El hoy fugaz es tenue y es eterno.
(El instante, Jorge Luis Borges)
Llevaba dos días viajando con un grupo de excursionistas en lo que parecía ser el mayor terreno arenoso continuo que mi mente podía imaginar. La mayor extensión de despojo, de desnudez descarnada de toda referencia. La fascinación de ese paisaje era distinta a otros: no era como la seducción que produce un paraíso, sino la de una existencia dura y esencial.
Nuestro camino nos exigía superación, resistencia, constancia, permanencia e interpelaba un sentido de la orientación que, por lo menos yo, desconocida tener. Cuando comencé a distinguir las primeras luces titilantes del lugar donde montaríamos campamento, sentí el impulso de desacelerar mi marcha. Camine más lento.
A medida que me separaba del grupo, la distancia se hacía más evidente, pero no de una manera preocupante. Cada paso que daba era un acto consciente, deseado. Camine todavía más lento, hasta detenerme. Ritmo. Tiempo.
¡Todo espacio es siempre un tiempo, pensé!
Me acomodé en una posición elevada.
Me sentí pequeña, confortablemente diminuta. Y así como extasiada, incliné mi espalda sobre un montículo de arena, tendí mi cabeza elevando la mirada. El sol se ocultaba por debajo del horizonte y el cielo tomó un tono profundo y saturado de un azul demasiado enigmático, o desconcertantemente mágico. Este azul celeste era más que un color, era una sensación de quietud, liviandad, de silencio perfecto. Como si la naturaleza entera hubiera dejado de respirar.

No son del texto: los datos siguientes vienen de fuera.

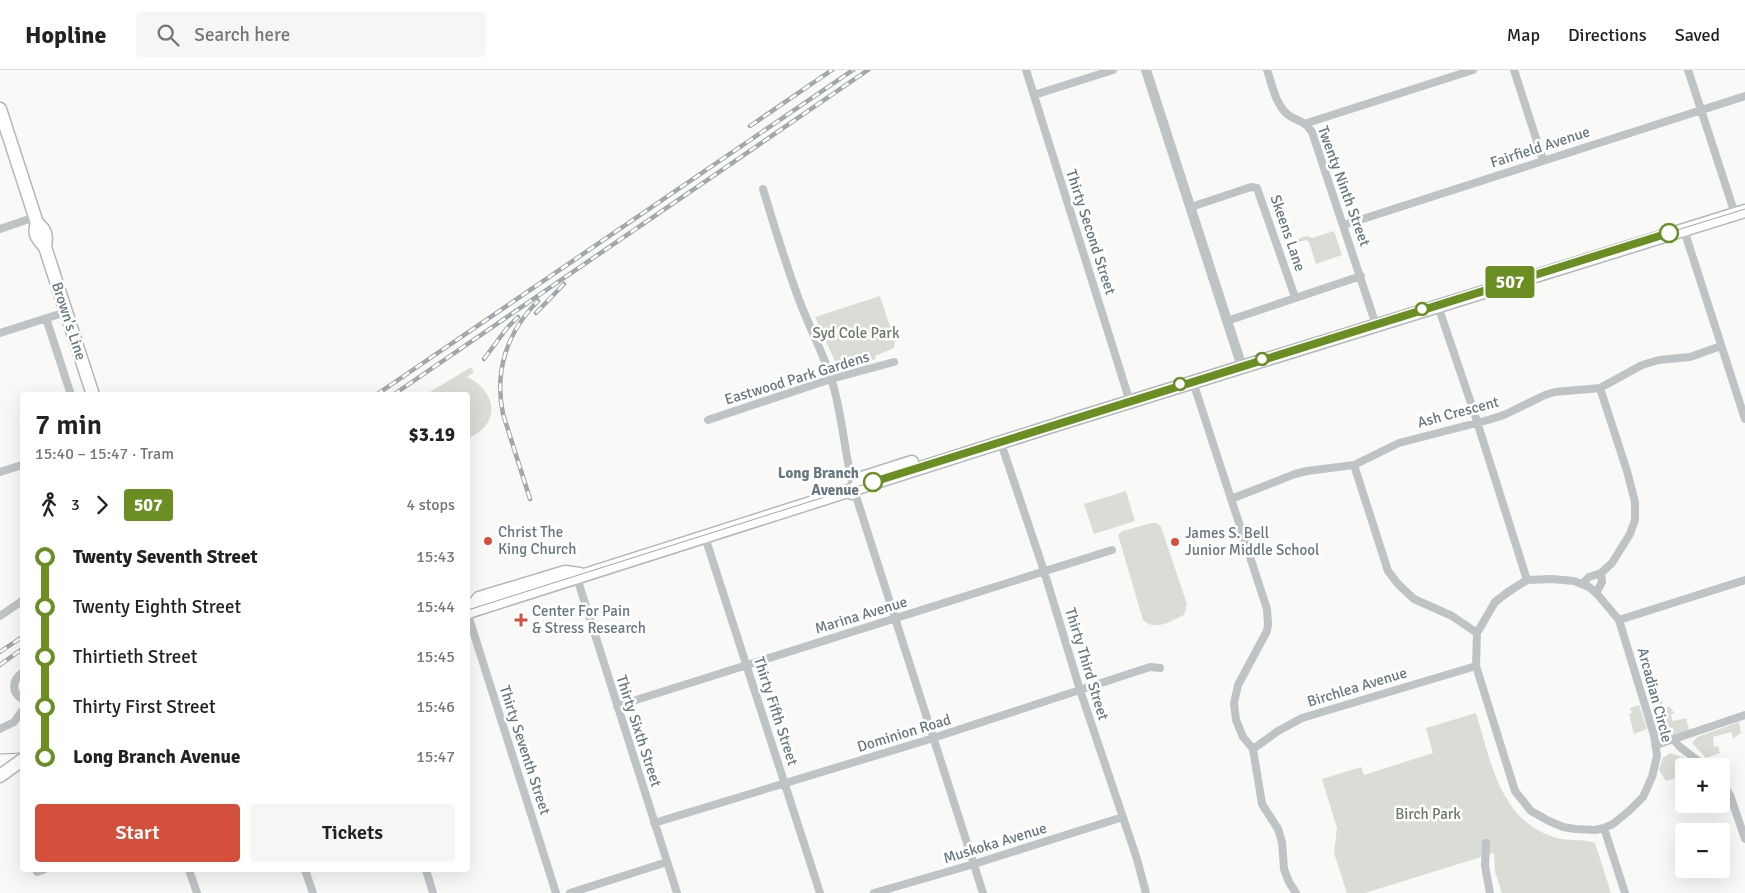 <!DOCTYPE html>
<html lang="en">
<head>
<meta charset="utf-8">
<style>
	:root { --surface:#fff; --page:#f6f6f6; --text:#222; --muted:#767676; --line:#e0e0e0; --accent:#d44f3c }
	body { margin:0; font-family:Signika,sans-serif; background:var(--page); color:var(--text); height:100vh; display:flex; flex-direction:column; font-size:19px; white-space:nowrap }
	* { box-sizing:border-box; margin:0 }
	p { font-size:16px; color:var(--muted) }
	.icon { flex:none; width:28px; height:28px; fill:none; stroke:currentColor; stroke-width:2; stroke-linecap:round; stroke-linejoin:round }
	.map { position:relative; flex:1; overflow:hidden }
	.details { position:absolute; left:20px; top:322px; width:450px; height:480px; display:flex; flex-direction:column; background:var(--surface); border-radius:5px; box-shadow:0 5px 20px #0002 }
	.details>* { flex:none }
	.badge { padding:0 10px; border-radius:4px; font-size:18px; line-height:32px }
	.fabs { position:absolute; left:1675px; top:688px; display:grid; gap:10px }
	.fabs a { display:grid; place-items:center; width:55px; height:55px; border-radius:5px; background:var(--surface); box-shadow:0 5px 20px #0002; font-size:25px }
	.map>.badge { position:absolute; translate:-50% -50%; box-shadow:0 0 0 2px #fff }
	.legs { display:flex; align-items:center; gap:8px; height:55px; padding:0 15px; font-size:16px }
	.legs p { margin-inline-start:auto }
	.summary { display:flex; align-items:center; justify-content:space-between; height:85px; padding:0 15px }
	h1 { font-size:28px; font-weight:600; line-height:38px }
	.primary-button { display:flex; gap:10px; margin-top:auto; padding:10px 15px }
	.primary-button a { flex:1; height:58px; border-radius:5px; background:var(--accent); color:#fff; font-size:20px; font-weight:600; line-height:58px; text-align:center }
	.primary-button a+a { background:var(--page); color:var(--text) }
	ul { padding:0 15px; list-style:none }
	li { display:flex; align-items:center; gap:18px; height:50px; font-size:19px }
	li i { display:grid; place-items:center; width:8px; height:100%; margin:0 6px; background:currentColor }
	li i::after { content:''; width:12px; height:12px; margin:-6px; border:4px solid; border-radius:50%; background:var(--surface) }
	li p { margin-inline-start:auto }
	li:first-child i { background:linear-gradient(#0000 50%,currentColor 0) }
	li:last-child i { background:linear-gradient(currentColor 50%,#0000 0) }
	header { display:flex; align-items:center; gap:30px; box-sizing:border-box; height:70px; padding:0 25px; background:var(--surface); border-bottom:1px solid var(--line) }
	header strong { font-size:24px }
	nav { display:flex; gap:28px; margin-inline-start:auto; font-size:18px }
	.search { width:350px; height:45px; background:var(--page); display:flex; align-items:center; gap:12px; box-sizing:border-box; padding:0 18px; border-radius:5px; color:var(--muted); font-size:19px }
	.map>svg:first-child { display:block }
	.green { fill:#daddd6 }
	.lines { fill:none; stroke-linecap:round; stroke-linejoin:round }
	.primary-casing { stroke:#b2b8bb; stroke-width:15 }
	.minor { stroke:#bec3c6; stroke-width:8 }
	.tertiary { stroke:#bec3c6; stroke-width:10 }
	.primary { stroke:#fff; stroke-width:12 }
	.tram { stroke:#a1a8ac; stroke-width:1 }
	.rail-casing { stroke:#a1a8ac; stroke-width:4.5 }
	.rail { stroke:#fff; stroke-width:2.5; stroke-dasharray:8; stroke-linecap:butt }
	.line-1-casing { stroke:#fff; stroke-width:11 }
	.line-1 { stroke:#6b8e23; stroke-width:8 }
	.stop-1-dot { fill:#fff; stroke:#6b8e23; stroke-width:2.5 }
	.poi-dot { fill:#d44f3c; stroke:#fff; stroke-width:2 }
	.labels { text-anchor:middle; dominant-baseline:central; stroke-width:5; stroke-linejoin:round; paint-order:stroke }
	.street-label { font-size:15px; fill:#66777f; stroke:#fff }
	.park-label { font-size:15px; fill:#6a7865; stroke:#fff }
	.stop-label { font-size:15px; font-weight:bold; fill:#66777f; stroke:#fff; text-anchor:end }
	.poi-label { font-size:15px; fill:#66777f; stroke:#fff; text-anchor:start }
</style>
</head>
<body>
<header>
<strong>Hopline</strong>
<div class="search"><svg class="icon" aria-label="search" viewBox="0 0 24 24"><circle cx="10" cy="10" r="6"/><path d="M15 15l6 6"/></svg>Search here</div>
<nav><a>Map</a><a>Directions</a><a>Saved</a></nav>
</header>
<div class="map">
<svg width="1745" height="823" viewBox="0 0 1745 823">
	<rect width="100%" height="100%" fill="#f9f9f7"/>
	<!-- green -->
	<path class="green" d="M 1334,161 L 1342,185 L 1316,194 L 1309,172 L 1306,170 L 1286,176 L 1285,173 L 1307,166 L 1312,168 Z
		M 880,226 L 895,272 L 894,278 L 875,286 L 876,289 L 844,299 L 838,298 L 815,247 Z
		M 471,297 L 474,302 L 467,307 C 485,315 500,336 486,355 C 482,361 474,365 468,369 L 468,325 L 425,325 Z
		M 1126,421 L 1135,451 L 1094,464 L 1084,434 Z
		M 1152,453 L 1157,453 L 1161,457 L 1187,534 L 1184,545 C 1170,551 1156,562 1143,550 L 1118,465 L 1122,461 Z
		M 1661,629 L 1664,637 L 1670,637 L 1674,643 L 1671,644 L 1672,650 L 1674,651 L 1686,648 L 1689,660 L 1667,667 L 1660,660 L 1652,632 Z
		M 1639,635 L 1647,659 L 1634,664 L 1629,644 L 1632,643 L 1630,638 Z
		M 1476,643 C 1491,692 1500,752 1557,768 C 1568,771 1588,769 1595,773 L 1611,823 L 1502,823 L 1495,801 L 1494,783 L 1365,823 L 1347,823 L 1334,783 L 1337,758 L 1322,709 L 1361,697 L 1364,705 L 1433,683 L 1426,658 Z
		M 1739,652 L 1741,663 L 1731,670 L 1733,668 L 1731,662 L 1713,667 L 1714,677 L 1718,676 L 1720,683 L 1706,688 L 1692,673 L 1697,667 Z
		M 1670,683 L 1691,690 L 1690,696 L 1684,696 L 1684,701 L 1680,705 L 1682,709 L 1678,714 L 1676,708 L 1666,711 L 1659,700 L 1663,688 Z"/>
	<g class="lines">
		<!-- primary casing -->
		<g class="primary-casing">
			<path id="primary" d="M 0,39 L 37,153 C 46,160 47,166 45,177
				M 37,153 C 33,165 37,168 45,177 L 93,325
				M 852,423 L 862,408 L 912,392
				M 468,541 L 479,528 L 565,502 L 580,504
				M 468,542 L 1068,351 L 1745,141
				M 0,706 L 22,690"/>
		</g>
		<!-- minor -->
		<path class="minor" d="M 1026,0 L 1130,332
			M 1267,0 C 1272,14 1275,33 1287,44 C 1296,52 1303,48 1312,62 L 1376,255
			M 1514,0 L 1543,90
			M 1688,0 L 1735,144
			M 1034,25 L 1113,0
			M 1307,53 L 1473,0
			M 763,119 C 774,155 785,192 798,227 C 808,255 822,280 831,308 C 843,345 844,383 854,420 L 983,823
			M 1191,137 L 1251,117 L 1257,118 L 1295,227
			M 1344,155 L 1745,26
			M 0,159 L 35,147
			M 1684,160 L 1745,349
			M 1438,236 L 1474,342 L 1527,510
			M 46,248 L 71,325
			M 1227,251 L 1361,206
			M 0,263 L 66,242
			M 1193,312 L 1267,539 L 1268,554 L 1267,561 L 1238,615 L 1234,633 L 1236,650 L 1243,667 L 1253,679 L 1262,734 L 1278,759 L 1282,772 L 1284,799 L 1289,812 L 1296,823
			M 708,350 L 831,309 L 894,292
			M 1001,373 L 1044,501 L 1080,620 L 1137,789 L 1146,823
			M 1354,395 L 1388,501 L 1398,514 L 1414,529 L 1452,546 L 1477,563
			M 0,402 L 22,395
			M 1231,429 L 1295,404 L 1307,401 L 1354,395 L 1399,373 L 1488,350 L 1504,345 L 1545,325 L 1555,322 L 1600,318 L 1642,295 L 1659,290 L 1690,287 L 1721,276
			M 705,467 L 820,823
			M 577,508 L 677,823
			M 1552,509 L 1574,511 L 1589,517 L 1597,524 L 1619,550 L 1654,665 L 1657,686 L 1652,707 L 1643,727 L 1630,740 L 1613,754 L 1604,758 L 1595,760 L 1575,759 L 1563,757 L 1549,751 L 1531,741 L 1515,721 L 1476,596 L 1477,563 L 1495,532 L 1508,522 L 1527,510 Z
			M 1582,514 L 1589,507 L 1601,503 L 1612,493 L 1630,464 L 1635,450 L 1635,432 L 1627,401 L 1600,318
			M 1596,523 L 1602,512 L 1601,503
			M 468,545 L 556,823
			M 0,546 L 22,531
			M 1619,550 L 1745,510
			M 22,603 C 12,610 11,622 22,629
			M 617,636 L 1112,480
			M 0,659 L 14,652 L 22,641
			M 1674,670 L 1680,677 L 1705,696
			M 1656,675 L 1745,645
			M 1253,679 L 1278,661 L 1302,648 L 1476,596
			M 1721,712 L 1730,725 L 1745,769
			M 654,753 L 927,670 L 1150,597 L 1160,598
			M 1604,758 L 1625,823
			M 1486,773 L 1485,796 L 1490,823
			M 189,800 L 197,823
			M 305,800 L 313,823
			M 426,800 L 433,823
			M 37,802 L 43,800
			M 570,823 L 667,792
			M 874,823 L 974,794 L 1123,747"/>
		<!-- tertiary -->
		<path class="tertiary" d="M 1146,0 L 1242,297"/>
		<!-- primary -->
		<use href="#primary" class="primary"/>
		<!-- tram -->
		<path class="tram" d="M 468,540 L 1241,295 L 1745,139
			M 0,684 L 22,683"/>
		<!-- rail casing -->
		<g class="rail-casing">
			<path id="rail" d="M 750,56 L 832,0
				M 536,243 L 564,214
				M 484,289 L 507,258 L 518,247
				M 376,325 L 853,0
				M 393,325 L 868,0
				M 530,429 L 503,344 C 494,301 507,262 538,231
				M 0,582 L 22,567
				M 0,595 L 22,579"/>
		</g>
		<!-- rail -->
		<use href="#rail" class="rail"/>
	</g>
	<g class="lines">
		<!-- line-1 casing -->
		<g class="line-1-casing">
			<path id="line-1" d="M 873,412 L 1669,163"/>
		</g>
		<!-- line-1 -->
		<use href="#line-1" class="line-1"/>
	</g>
	<!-- markers -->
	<g class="stop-1-dot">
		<circle cx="1669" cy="163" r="9"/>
		<circle cx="1422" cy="239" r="6"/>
		<circle cx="1262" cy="289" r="6"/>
		<circle cx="1180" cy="314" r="6"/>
		<circle cx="873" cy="412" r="9"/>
	</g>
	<g class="poi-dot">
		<circle cx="488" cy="471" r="5"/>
		<circle cx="1175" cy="472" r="5"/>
		<path d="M518.5 542.5h5v5h5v5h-5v5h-5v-5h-5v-5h5z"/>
	</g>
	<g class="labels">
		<!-- street labels -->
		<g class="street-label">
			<text transform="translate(1540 77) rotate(-18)">Fairfield Avenue</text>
			<text transform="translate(1344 116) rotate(70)">Twenty Ninth Street</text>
			<text transform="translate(1091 162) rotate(72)">Thirty Second Street</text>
			<text transform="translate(1288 163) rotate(71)">Skeens Lane</text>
			<text transform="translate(69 251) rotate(72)">Brown's Line</text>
			<text transform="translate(797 308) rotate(-17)">Eastwood Park Gardens</text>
			<text transform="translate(1458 342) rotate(-15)">Ash Crescent</text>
			<text transform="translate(861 545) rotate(-17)">Marina Avenue</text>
			<text transform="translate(1087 594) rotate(73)">Thirty Third Street</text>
			<text transform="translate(1357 617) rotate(-17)">Birchlea Avenue</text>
			<text transform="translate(1655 625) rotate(75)">Arcadian Circle</text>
			<text transform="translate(776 641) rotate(72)">Thirty Fifth Street</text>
			<text transform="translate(639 661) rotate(72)">Thirty Sixth Street</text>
			<text transform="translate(904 663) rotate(-17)">Dominion Road</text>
			<text transform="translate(525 680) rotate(72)">Thirty Seventh Street</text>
			<text transform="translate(995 773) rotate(-17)">Muskoka Avenue</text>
		</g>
		<!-- park labels -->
		<g class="park-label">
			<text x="856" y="263">Syd Cole Park</text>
			<text x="1428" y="744">Birch Park</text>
		</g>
		<!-- stop labels -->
		<g class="stop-label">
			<text x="859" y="403">Long Branch<tspan x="859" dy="17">Avenue</tspan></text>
		</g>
		<!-- poi labels -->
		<g class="poi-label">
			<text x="498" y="462">Christ The<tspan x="498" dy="17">King Church</tspan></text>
			<text x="1185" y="463">James S. Bell<tspan x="1185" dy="17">Junior Middle School</tspan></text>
			<text x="532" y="541">Center For Pain<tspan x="532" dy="17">&amp; Stress Research</tspan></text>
		</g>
	</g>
</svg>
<div class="fabs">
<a>+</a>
<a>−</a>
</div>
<b class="badge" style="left:1510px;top:212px;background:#6b8e23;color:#fff">507</b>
<section class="details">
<div class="summary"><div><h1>7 min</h1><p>15:40 – 15:47 · Tram</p></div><b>$3.19</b></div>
<div class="legs"><svg class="icon" aria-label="walk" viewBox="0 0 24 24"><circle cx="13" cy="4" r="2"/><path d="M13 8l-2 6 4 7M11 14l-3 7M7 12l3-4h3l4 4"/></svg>3<svg class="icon" aria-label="forward" viewBox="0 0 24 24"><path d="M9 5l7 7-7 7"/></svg><b class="badge" style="background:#6b8e23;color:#fff">507</b><p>4 stops</p></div>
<ul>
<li><i style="color:#6b8e23"></i><b>Twenty Seventh Street</b><p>15:43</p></li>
<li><i style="color:#6b8e23"></i><span>Twenty Eighth Street</span><p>15:44</p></li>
<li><i style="color:#6b8e23"></i><span>Thirtieth Street</span><p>15:45</p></li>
<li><i style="color:#6b8e23"></i><span>Thirty First Street</span><p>15:46</p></li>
<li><i style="color:#6b8e23"></i><b>Long Branch Avenue</b><p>15:47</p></li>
</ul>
<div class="primary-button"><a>Start</a><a>Tickets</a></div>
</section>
</div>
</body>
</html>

Y en esa pausa quede suspendida. Fue una interrupción temporal. Un descanso vital breve.
Pronto el azul se comenzó a oscurecer, el aire a enfriar y la luz de las primeras estrellas a distinguir con más claridad.
Todo espacio es siempre un tiempo…
Otra vez, no sé si lo pensé, me interrogué o lo exclamé. Pero con la mirada pegada al cielo, nuevamente me enfrenté a esta paradoja temporal.
Cuanto más intensas se volvían las luces de las estrellas más me llevaba a imaginar el abismo que estas imágenes habían recorrido para llegar hasta acá. Mientras el cielo se oscurecía en un azul cada vez más oscuro, cada punto luminoso se asomaba, cada vez con más claridad, como un fragmento de un pasado. Un reflejo que había atravesado el vacío para llegar a nuestra vista.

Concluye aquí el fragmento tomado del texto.